## TASK GOAL
Every line below that holds the string "transit" should be copied.

## INPUT MATERIAL
........

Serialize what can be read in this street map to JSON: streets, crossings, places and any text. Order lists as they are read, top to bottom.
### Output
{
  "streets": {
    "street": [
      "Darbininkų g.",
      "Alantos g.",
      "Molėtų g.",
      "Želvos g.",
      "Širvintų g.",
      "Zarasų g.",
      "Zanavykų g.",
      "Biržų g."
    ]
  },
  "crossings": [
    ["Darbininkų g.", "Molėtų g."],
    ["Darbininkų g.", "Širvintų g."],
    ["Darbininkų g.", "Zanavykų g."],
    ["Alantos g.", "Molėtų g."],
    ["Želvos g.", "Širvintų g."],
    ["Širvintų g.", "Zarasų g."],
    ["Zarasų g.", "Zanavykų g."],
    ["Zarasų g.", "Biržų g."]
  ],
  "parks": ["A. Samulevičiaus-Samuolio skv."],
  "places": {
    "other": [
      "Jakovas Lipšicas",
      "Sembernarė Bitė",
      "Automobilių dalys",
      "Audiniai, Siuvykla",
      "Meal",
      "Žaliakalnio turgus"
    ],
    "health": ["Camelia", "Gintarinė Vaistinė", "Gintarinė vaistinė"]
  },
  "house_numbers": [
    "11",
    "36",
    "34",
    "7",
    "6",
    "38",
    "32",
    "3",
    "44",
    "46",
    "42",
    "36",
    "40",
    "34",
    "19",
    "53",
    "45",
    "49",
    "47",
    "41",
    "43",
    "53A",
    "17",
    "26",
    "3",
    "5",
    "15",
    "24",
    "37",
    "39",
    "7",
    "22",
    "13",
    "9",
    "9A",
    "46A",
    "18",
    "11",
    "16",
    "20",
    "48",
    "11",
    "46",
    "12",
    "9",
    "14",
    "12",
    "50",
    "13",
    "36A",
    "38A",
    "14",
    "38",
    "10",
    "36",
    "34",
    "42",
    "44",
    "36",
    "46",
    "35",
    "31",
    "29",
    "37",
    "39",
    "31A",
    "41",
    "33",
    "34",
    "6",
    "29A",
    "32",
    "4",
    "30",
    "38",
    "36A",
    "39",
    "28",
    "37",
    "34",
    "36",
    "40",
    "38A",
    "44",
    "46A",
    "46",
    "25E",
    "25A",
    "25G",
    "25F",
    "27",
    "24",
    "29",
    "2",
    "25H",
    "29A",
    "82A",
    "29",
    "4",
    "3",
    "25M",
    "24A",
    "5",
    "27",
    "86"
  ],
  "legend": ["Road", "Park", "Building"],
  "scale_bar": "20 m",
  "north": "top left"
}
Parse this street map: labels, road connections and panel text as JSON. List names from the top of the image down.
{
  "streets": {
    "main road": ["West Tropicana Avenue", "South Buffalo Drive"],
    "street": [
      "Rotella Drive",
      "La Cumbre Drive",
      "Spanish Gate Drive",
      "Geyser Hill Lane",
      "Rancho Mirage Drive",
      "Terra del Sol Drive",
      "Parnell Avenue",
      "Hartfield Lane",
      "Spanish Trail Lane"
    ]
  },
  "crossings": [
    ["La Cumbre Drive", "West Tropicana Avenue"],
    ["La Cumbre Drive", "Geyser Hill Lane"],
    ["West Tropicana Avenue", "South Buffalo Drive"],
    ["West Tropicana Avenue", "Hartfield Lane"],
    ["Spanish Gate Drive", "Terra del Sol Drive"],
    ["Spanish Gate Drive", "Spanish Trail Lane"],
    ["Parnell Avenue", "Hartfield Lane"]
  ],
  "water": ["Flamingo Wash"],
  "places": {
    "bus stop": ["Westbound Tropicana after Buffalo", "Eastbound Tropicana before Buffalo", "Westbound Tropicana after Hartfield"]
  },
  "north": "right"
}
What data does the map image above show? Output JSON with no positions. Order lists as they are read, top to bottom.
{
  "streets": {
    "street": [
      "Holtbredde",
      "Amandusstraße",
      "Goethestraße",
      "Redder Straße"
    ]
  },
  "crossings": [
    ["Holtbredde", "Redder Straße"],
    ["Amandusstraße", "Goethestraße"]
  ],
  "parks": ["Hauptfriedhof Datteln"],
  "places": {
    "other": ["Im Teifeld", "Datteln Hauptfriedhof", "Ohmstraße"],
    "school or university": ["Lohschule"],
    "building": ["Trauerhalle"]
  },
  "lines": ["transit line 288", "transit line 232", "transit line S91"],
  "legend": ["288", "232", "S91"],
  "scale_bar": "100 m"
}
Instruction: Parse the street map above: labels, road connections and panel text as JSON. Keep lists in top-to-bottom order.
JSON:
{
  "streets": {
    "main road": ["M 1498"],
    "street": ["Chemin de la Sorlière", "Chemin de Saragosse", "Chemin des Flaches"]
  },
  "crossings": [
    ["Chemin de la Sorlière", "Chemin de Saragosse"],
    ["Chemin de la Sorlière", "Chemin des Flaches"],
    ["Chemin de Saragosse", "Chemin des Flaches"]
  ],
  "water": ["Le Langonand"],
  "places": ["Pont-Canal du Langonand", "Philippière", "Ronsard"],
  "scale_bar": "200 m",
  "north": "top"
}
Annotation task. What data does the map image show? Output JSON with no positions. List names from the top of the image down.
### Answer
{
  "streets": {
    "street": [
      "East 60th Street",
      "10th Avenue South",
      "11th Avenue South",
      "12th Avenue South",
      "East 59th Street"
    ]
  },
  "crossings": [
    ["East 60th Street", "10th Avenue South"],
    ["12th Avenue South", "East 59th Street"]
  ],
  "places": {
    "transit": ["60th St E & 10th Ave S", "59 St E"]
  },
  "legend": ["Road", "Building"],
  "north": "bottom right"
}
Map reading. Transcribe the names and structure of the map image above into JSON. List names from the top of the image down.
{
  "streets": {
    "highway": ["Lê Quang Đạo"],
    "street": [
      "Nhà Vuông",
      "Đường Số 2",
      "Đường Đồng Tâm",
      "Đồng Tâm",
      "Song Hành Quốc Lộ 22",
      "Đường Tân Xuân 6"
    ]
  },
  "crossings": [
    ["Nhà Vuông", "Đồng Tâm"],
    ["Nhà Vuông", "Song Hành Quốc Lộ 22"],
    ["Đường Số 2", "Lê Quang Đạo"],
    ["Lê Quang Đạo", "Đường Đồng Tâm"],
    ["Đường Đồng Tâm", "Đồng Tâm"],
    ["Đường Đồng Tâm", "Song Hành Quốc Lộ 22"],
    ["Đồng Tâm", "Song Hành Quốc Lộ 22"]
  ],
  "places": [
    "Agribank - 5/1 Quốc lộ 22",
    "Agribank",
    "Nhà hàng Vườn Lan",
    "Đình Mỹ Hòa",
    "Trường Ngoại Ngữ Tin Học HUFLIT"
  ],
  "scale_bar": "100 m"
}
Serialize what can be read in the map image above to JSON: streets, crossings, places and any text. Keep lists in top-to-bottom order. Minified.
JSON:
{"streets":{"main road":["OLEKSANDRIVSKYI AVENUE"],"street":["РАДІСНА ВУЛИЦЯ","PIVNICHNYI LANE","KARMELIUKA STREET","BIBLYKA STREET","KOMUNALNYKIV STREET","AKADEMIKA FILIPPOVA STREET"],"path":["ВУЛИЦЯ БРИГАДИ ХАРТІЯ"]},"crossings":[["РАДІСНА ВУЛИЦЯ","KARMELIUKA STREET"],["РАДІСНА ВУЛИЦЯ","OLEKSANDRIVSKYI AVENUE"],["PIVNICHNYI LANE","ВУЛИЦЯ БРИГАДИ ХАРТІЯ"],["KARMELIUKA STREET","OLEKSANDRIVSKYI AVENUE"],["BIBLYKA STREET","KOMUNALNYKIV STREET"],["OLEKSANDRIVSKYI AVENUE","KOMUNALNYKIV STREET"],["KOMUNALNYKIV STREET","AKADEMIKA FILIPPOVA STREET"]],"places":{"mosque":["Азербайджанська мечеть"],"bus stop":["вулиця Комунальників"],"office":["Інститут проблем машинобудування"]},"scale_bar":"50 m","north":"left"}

........

## EXPECTED OUTPUT
  "lines": ["transit line 288", "transit line 232", "transit line S91"],
    "transit": ["60th St E & 10th Ave S", "59 St E"]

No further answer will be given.